RECORD EXCERPTS: Begin

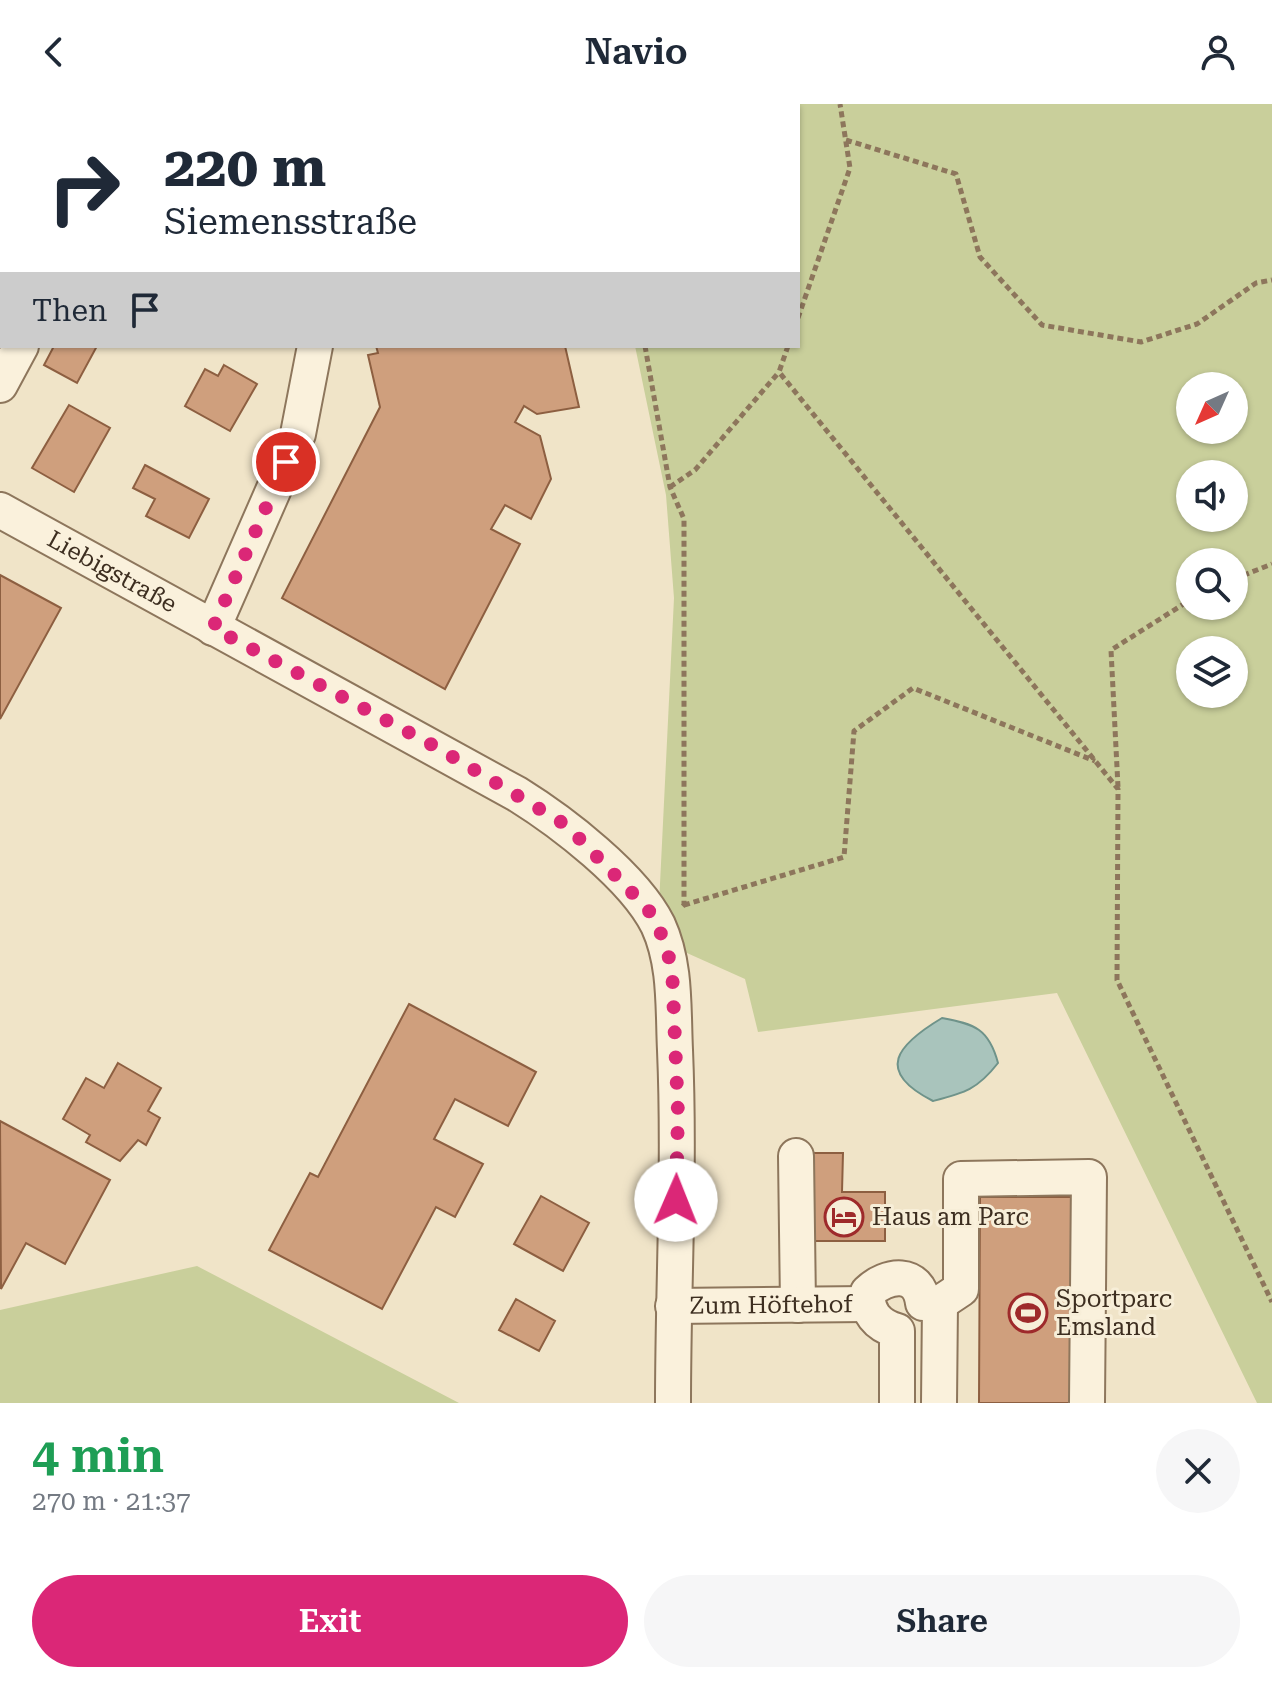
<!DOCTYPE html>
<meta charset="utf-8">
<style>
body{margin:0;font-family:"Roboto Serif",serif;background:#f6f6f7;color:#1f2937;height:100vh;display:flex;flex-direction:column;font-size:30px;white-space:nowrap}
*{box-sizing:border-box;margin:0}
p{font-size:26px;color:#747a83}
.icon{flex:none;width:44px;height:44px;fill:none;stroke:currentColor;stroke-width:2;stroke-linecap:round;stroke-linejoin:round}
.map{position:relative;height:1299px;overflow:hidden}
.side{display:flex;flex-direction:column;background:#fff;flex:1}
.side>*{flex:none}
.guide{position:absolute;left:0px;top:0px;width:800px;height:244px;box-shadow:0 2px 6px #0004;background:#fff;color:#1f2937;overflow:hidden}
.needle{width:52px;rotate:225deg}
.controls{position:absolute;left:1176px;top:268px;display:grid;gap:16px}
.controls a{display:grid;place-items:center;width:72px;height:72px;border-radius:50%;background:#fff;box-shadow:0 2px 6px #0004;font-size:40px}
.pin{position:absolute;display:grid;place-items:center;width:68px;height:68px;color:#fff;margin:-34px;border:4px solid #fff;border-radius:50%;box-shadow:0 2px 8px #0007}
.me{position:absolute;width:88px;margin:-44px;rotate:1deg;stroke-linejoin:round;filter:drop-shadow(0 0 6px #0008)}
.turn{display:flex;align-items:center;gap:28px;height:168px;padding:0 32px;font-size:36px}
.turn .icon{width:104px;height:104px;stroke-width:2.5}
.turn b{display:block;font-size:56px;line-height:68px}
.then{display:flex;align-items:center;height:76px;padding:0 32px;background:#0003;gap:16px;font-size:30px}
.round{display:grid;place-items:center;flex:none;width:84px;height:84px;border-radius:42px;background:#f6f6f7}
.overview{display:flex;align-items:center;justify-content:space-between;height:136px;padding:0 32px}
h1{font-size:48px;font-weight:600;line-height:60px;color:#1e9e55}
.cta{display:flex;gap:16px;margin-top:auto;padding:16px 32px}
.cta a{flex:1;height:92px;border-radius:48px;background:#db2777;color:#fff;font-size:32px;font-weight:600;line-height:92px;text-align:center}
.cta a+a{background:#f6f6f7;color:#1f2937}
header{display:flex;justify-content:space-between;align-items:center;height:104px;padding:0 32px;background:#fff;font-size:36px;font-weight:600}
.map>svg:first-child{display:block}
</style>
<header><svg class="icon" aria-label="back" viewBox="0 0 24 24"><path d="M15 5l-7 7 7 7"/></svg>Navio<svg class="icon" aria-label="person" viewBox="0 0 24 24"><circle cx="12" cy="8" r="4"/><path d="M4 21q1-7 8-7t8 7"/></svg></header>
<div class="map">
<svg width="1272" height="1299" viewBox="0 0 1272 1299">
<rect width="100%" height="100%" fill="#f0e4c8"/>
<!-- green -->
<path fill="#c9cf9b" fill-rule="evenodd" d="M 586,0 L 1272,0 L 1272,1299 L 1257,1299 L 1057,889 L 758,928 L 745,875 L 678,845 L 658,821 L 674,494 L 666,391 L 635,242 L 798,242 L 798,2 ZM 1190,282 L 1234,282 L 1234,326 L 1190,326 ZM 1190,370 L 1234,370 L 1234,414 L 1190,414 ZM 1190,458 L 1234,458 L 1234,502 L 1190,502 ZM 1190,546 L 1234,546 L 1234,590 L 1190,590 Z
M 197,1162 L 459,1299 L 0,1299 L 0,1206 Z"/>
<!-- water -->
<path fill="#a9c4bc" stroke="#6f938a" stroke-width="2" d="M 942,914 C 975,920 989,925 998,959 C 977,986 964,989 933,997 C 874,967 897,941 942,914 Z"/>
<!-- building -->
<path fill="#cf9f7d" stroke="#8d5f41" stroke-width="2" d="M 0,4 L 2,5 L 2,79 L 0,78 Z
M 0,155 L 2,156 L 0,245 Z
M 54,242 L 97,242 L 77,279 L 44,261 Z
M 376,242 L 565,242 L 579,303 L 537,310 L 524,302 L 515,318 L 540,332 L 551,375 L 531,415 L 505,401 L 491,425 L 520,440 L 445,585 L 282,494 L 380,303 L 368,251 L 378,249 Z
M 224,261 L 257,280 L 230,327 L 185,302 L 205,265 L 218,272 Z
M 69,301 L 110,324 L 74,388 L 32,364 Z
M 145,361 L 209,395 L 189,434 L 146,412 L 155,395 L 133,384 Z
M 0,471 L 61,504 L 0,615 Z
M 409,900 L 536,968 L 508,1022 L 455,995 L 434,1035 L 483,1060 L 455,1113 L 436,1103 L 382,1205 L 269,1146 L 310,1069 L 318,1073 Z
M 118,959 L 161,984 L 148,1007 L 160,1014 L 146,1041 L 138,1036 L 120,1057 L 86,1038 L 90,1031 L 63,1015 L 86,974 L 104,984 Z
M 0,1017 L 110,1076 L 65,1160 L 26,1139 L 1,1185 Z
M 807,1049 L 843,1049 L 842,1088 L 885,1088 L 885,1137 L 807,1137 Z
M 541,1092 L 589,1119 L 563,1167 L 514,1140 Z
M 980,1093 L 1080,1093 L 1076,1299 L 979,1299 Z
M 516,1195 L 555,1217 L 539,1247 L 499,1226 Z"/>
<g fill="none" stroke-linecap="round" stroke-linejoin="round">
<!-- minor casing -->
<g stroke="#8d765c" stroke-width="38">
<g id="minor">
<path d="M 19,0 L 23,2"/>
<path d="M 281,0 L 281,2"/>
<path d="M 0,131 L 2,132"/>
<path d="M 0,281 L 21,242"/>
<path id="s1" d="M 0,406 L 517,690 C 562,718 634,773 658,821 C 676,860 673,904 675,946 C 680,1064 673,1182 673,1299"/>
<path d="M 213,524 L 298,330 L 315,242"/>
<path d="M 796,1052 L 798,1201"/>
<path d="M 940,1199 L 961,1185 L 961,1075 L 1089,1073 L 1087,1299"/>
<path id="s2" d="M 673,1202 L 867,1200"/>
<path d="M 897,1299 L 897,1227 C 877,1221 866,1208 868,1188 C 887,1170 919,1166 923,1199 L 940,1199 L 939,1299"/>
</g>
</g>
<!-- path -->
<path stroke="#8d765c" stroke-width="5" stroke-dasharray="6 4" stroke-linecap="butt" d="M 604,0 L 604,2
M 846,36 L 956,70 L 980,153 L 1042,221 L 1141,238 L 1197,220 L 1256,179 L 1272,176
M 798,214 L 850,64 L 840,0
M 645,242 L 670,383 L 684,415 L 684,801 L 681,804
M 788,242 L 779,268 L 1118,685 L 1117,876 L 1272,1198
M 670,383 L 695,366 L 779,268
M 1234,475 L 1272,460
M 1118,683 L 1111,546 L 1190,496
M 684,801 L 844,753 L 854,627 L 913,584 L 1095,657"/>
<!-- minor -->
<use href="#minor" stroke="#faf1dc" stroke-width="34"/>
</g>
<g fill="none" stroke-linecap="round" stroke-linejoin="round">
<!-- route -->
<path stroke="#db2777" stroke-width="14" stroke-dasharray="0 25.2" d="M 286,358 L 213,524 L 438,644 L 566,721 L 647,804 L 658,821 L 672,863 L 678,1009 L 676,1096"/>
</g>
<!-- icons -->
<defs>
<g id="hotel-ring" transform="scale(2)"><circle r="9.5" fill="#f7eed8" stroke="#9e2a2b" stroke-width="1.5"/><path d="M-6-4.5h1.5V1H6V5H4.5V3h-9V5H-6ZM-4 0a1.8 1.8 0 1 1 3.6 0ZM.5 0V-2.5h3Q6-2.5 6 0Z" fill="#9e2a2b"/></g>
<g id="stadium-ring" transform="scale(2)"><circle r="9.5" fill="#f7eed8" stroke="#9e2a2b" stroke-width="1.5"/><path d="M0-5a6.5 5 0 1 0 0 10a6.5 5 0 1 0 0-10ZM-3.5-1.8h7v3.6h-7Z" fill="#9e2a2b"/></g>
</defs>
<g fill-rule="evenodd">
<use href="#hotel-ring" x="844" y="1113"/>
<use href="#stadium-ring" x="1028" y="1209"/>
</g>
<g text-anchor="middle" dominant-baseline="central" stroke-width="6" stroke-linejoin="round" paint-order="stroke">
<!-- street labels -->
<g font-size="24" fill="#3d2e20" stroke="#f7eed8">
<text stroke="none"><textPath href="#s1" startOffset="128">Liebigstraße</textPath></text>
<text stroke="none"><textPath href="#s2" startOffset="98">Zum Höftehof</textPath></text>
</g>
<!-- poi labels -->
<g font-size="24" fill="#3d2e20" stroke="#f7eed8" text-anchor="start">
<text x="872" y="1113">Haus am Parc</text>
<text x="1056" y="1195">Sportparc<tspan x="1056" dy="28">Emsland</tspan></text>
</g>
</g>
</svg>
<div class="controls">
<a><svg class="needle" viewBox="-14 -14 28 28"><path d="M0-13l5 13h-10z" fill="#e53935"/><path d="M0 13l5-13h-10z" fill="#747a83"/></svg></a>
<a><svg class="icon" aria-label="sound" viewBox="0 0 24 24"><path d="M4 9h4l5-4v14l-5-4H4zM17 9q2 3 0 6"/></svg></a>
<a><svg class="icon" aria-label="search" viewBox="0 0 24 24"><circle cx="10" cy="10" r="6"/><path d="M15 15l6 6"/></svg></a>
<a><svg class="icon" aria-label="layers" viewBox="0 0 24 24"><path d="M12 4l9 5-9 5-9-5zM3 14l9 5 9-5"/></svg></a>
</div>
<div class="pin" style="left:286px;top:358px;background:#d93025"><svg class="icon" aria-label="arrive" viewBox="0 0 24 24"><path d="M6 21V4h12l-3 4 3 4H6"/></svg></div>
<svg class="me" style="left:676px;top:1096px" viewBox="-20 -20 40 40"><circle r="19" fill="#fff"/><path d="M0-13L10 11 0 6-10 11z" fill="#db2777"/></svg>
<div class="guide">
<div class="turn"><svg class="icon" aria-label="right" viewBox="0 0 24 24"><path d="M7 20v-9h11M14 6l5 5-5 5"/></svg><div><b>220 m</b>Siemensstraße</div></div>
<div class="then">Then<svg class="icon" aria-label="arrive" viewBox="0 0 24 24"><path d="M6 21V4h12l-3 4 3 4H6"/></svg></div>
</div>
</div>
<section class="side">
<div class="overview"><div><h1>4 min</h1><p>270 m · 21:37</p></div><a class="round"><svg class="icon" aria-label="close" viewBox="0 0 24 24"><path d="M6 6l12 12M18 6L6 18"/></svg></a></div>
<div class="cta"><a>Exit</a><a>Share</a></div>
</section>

RECORD EXCERPTS: End

- TASK PROMPT:
List all lines from the entries that include the word "absolute".

- TASK OUTPUT:
.guide{position:absolute;left:0px;top:0px;width:800px;height:244px;box-shadow:0 2px 6px #0004;background:#fff;color:#1f2937;overflow:hidden}
.controls{position:absolute;left:1176px;top:268px;display:grid;gap:16px}
.pin{position:absolute;display:grid;place-items:center;width:68px;height:68px;color:#fff;margin:-34px;border:4px solid #fff;border-radius:50%;box-shadow:0 2px 8px #0007}
.me{position:absolute;width:88px;margin:-44px;rotate:1deg;stroke-linejoin:round;filter:drop-shadow(0 0 6px #0008)}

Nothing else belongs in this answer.